As of 2 Nov 2015, 58 pts have enrolled across 9 cohorts (0.1–20 mg/kg given Q3W, Q2W, QWx2 then Q2W, or QWx4 then Q2W). MTD was not reached. Treatment-related AEs occurred in 46 pts; most common (>10%) were fatigue (21%), nausea (14%) and arthralgia (14%). Related Grade 3/4 AEs occurred in 10 pts; most common (>1 pt) were anemia, arthralgia and increased AST (3% each). 2 pts discontinued due to related AEs: pyrexia in 1 pt; and increased AST, myasthenia gravis and myositis in 1 pt. There were no Grade 5 related AEs. MEDI0680 had a linear PK profile with dose-proportional increases in peak serum concentration. Median PD-1 receptor occupancy on CD3+ T cells was ≥70% after 1 cycle of 10 or 20 mg/kg Q2W. Increased percentages of Ki67 + , ICOS+ and HLA-DR+ T cells; increased levels of plasma IFNɣ; and enhanced intra-tumor gene expression for these factors were seen after treatment, demonstrating biological activity of MEDI0680. Of 51 evaluable pts, 9 (18%) had an objective response (8 had renal cancer or melanoma), including 1 (2%) complete response (renal cancer). 14 (28%) pts had stable disease as their best response. The recommended dose is 20 mg/kg Q2W, based on PK, PD, safety and efficacy.


MEDI0680 has an acceptable safety profile, with preliminary signs of efficacy. A Phase 1 combination study with durvalumab to test the concept of complete PD-1/PD-L1 axis blockade is ongoing in advanced solid tumors.

Clinical trial identification

NCT02013804 (release date: December 12, 2013)

Legal entity responsible for the study





A. Naing: Research funding: NCI; EMD Serono; Medimmune; Healios Onc. Nutrition, ATTEROCOR; Amplimmune; ARMO BioSciences; Karyopharm Therapeutics; Incyte; Novartis. B. Curti: Honoraria: Prometheus Speaker Bureau: Prometheus Research funding: Prometheus, Viralytics, Galectin Therapeutics Travel, accommodation, expenses: BMS, Medimmune, AgonOx, Prometheus.
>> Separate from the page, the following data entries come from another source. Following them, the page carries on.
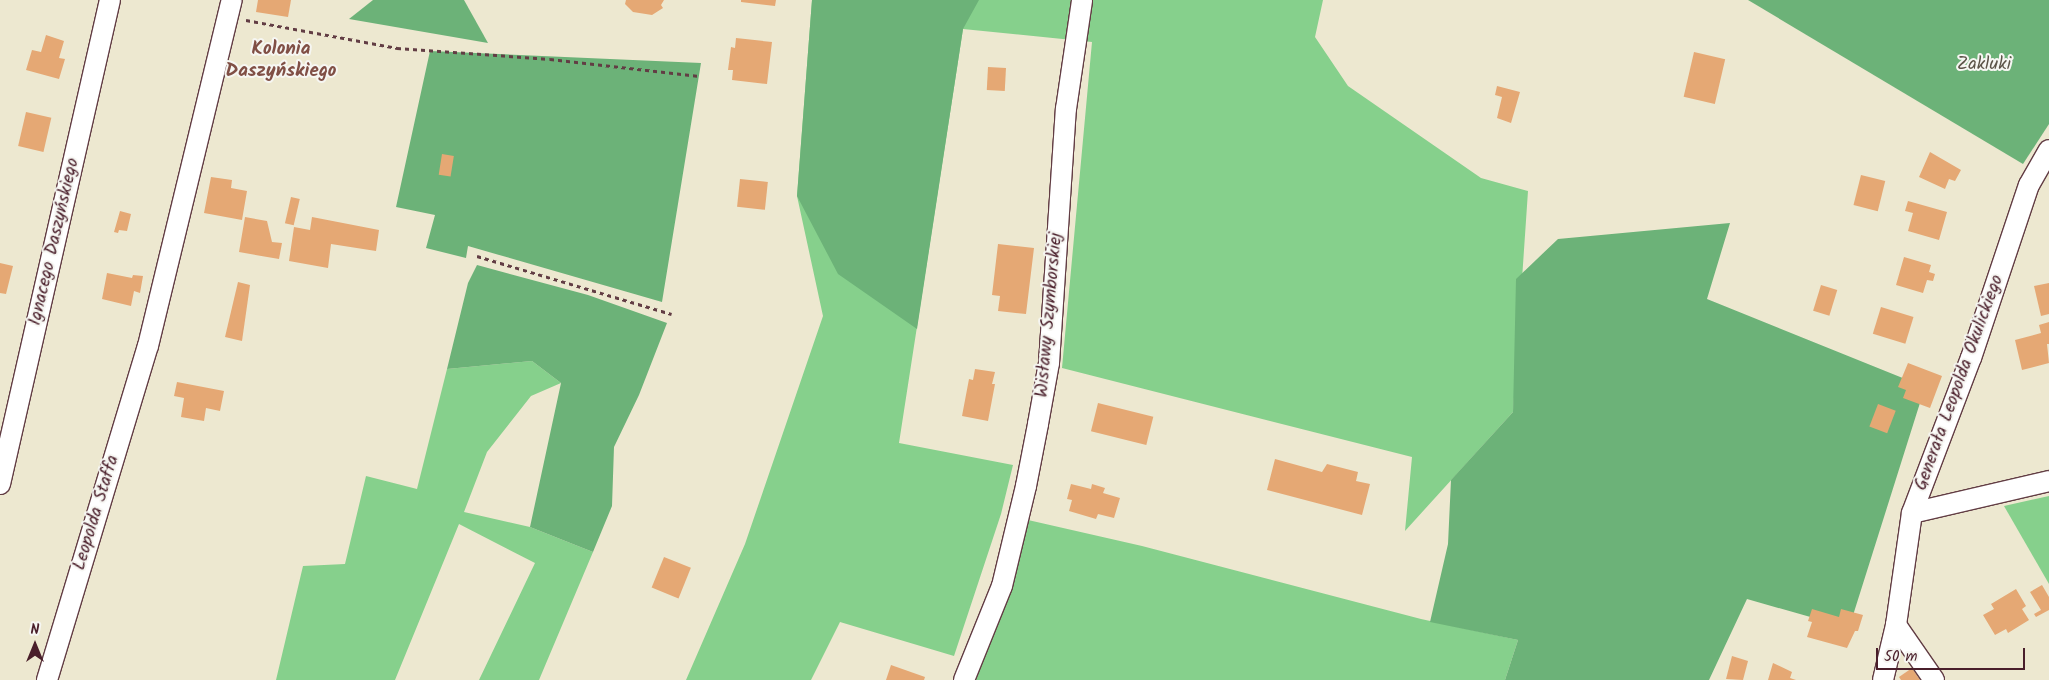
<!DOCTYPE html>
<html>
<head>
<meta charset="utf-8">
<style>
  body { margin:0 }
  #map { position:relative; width:2049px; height:680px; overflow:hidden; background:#ede8d0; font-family:Kalam,sans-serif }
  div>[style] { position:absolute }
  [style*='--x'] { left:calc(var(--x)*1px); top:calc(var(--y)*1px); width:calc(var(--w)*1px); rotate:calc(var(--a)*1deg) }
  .green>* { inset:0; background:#86d08c }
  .forest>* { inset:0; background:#6cb278 }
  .building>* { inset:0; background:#e5a874; transform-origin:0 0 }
  .path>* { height:3px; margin-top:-1.5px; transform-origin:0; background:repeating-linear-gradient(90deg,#623d44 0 4px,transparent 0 8px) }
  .roads { filter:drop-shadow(1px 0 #623d44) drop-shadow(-1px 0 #623d44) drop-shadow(0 1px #623d44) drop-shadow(0 -1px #623d44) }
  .street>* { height:20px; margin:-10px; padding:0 10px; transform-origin:10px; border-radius:10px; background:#fff }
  span { translate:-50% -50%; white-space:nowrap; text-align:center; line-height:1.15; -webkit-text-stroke:4px #f6f6f2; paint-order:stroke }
  .park-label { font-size:18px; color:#5c5448 }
  .street-label { font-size:18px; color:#4a1f2b }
  .neighbourhood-label { font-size:19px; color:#804f45; font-weight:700 }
  .north { position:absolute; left:10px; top:620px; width:50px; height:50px; -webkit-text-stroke:4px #f6f6f2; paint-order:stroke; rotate:0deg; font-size:14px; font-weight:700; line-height:20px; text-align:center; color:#4a1f2b }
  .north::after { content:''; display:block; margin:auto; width:18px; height:22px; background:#4a1f2b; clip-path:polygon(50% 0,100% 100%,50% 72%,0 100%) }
  .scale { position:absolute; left:1876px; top:648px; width:149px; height:22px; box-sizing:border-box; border:2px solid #4a1f2b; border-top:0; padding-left:6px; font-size:15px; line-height:18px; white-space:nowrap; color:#4a1f2b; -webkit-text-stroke:4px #f6f6f2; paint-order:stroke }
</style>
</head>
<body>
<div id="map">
  <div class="green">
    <i style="clip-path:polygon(812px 0,1323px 0,1315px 37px,1348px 86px,1481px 178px,1528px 191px,1513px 412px,1405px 531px,1412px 457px,1062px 368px,1092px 42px,963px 29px,899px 443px,1013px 465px,1001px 514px,954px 656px,840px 622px,811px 680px,686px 680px,745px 544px,823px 316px,797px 196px)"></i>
    <i style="clip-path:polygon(532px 361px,561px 383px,531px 396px,487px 452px,464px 512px,530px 527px,593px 552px,539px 680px,479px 680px,535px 563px,459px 524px,395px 680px,276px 680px,303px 566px,345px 564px,366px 476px,417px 489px,447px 369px)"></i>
    <i style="clip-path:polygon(2049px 496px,2049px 584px,2004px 506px)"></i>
    <i style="clip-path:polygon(1028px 520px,1142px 546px,1421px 619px,1518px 640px,1505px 680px,976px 680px)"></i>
  </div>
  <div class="forest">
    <i style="clip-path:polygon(373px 0,464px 0,488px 43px,349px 19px)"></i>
    <i style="clip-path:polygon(812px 0,979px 0,963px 29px,917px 329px,838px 274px,797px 196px)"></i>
    <i style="clip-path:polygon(1748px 0,2049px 0,2049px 124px,2023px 164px)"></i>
    <i style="clip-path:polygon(430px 51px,701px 63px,662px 302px,468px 246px,466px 258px,426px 248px,435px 215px,396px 207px)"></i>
    <i style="clip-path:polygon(1730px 223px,1707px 299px,1925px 387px,1849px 628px,1747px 599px,1709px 680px,1505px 680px,1518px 640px,1430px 622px,1448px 544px,1451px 480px,1513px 412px,1516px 279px,1558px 239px)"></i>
    <i style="clip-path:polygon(477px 265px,588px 295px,667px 323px,639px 395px,614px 447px,612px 506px,593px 552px,530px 527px,561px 383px,532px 361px,447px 369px,468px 283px)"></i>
  </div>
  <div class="building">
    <i style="clip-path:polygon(258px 0,291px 0,288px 17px,256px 12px)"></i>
    <i style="clip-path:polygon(626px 0,664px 0,661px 5px,663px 8px,652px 15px,633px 12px,625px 4px)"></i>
    <i style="clip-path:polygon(741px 0,776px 0,775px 6px,741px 2px)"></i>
    <i style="clip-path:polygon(46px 35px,64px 41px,59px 58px,65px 59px,59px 79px,26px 70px,32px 50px,41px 52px)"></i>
    <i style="clip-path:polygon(736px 38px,772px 42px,767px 84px,732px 80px,733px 70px,728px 70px,731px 47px,735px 48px)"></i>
    <i style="left:1694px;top:52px;width:32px;height:46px;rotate:13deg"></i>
    <i style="left:988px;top:67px;width:18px;height:23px;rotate:3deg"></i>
    <i style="clip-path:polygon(1497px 86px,1520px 92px,1511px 123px,1497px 118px,1502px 97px,1495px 95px)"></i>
    <i style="left:26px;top:112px;width:26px;height:35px;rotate:13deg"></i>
    <i style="clip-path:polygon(1930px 152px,1961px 170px,1955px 181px,1949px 179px,1945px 189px,1919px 177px)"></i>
    <i style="left:442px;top:154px;width:12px;height:21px;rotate:9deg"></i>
    <i style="left:1861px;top:175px;width:25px;height:31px;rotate:14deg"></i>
    <i style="clip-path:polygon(211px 177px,232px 180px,231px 188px,247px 191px,242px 220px,204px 213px)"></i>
    <i style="left:740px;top:179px;width:28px;height:28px;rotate:6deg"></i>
    <i style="left:291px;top:197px;width:9px;height:27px;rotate:13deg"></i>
    <i style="clip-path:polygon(1908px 201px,1947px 212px,1939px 240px,1908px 231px,1913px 213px,1905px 211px)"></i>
    <i style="clip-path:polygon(120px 211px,131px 214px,127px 231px,119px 230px,118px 233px,114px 232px)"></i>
    <i style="clip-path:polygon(245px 217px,267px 221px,272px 242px,282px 243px,279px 259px,239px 252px)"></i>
    <i style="clip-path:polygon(312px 217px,379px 230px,376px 251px,331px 244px,328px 268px,289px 261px,294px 227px,310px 230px)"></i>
    <i style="clip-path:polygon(998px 244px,1034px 248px,1026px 314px,998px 311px,1000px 296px,992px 295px)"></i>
    <i style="clip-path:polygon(1904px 257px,1931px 265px,1929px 272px,1935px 274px,1933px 281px,1927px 280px,1923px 293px,1896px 285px)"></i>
    <i style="clip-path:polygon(0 263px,13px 266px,6px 294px,0 293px)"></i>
    <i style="clip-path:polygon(107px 273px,132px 278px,133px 275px,143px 276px,140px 293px,134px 291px,131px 306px,102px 299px)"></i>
    <i style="clip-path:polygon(238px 282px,250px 285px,242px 341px,225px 337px)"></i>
    <i style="clip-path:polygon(2049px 283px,2049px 314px,2041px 316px,2034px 286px)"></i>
    <i style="left:1821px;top:285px;width:17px;height:27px;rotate:17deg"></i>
    <i style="left:1881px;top:307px;width:34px;height:28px;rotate:17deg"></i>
    <i style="clip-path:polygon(2049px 322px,2049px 344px,2047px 344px,2049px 363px,2022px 370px,2015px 340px,2041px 333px,2039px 325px)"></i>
    <i style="clip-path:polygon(1908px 363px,1942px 376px,1930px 408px,1903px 398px,1906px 390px,1898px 387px)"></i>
    <i style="clip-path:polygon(975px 369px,995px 372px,992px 384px,995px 384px,988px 421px,962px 416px,969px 379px,973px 380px)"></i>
    <i style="clip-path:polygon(177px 382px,224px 391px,220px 411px,206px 408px,204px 421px,181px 417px,184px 398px,174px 396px)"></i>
    <i style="left:1098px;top:403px;width:57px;height:29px;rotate:14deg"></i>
    <i style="left:1878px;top:404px;width:19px;height:24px;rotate:21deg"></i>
    <i style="clip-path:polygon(1275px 459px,1322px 472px,1327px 464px,1358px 472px,1356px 481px,1370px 484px,1362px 515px,1267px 490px)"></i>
    <i style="clip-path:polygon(1071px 484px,1091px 489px,1092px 484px,1105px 488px,1103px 493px,1120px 498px,1114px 518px,1098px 514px,1096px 519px,1069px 511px,1072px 500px,1067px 499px)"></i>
    <i style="left:664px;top:557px;width:29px;height:33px;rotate:22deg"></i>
    <i style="clip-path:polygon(2042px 585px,2049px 597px,2049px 610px,2036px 617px,2034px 614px,2041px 610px,2030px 592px)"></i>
    <i style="clip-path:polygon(2016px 589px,2026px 606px,2022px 609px,2029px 620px,2008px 633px,2006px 629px,1995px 635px,1983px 615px,1994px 609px,1991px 604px)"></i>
    <i style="clip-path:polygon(1812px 609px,1839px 617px,1841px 609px,1863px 615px,1858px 631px,1855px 631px,1847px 648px,1807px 637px,1812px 622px,1808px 621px)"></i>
    <i style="clip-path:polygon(1732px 656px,1748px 661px,1743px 680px,1726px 679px)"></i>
    <i style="clip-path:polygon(1773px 663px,1792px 672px,1790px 678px,1796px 680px,1768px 680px)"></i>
    <i style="clip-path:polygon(891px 665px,925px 677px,924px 680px,886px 680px)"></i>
    <i style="clip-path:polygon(1912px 668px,1920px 680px,1901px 680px,1899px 677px)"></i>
  </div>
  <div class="path">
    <i style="--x:246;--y:20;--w:154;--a:10.5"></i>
    <i style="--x:397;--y:48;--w:153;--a:4.1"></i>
    <i style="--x:550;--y:59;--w:150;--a:6.5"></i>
    <i style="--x:477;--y:256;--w:203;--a:16.6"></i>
  </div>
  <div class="roads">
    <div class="street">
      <i style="--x:0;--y:484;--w:496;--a:-77.2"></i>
      <i style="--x:1912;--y:513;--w:141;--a:-13.1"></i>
      <i style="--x:47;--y:680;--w:349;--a:-73.2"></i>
      <i style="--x:148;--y:346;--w:356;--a:-76.4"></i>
      <i style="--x:964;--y:680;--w:101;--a:-68"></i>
      <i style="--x:1002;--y:586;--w:103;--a:-76.5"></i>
      <i style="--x:1026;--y:486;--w:63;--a:-79"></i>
      <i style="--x:1038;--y:424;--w:62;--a:-79.8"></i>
      <i style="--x:1049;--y:363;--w:255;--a:-86.2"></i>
      <i style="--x:1066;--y:109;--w:110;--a:-81.6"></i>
      <i style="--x:1883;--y:680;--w:57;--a:-76.7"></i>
      <i style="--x:1934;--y:680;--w:67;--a:-124.6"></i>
      <i style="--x:1896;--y:625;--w:113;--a:-81.9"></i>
      <i style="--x:1912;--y:513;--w:166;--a:-69.2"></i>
      <i style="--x:1971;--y:358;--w:182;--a:-71.5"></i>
      <i style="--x:2029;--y:185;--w:40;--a:-60.3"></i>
    </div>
  </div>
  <div class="park-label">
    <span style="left:1984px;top:65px">Zakluki</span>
  </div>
  <div class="street-label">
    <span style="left:55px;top:242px;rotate:-77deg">Ignacego Daszyńskiego</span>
    <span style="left:1050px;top:315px;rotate:-85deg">Wisławy Szymborskiej</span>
    <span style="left:1960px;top:383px;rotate:-70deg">Generała Leopolda Okulickiego</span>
    <span style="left:97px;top:513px;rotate:-73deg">Leopolda Staffa</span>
  </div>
  <div class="neighbourhood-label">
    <span style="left:281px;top:61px">Kolonia<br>Daszyńskiego</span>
  </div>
  <div class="north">N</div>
  <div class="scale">50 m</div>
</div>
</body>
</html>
J.P. Eder: Honoraria: Merck. S. Marshall: Employment and stock options: Medimmune, Amplimmune. C. Morehouse: Employment: Medimmune Stock/ownership: Medimmune (AstraZeneca). X. Li: Employment: MedImmune. J.J. Karakunnel: Employee of MedImmune and own stock or options in AstraZeneca. Also an employee of MedStar Montgomery Medical Center and Fauquier Hospital. J. Infante: Consulting/advisory: MedImmune Research funding: MedImmune. All other authors have declared no conflicts of interest.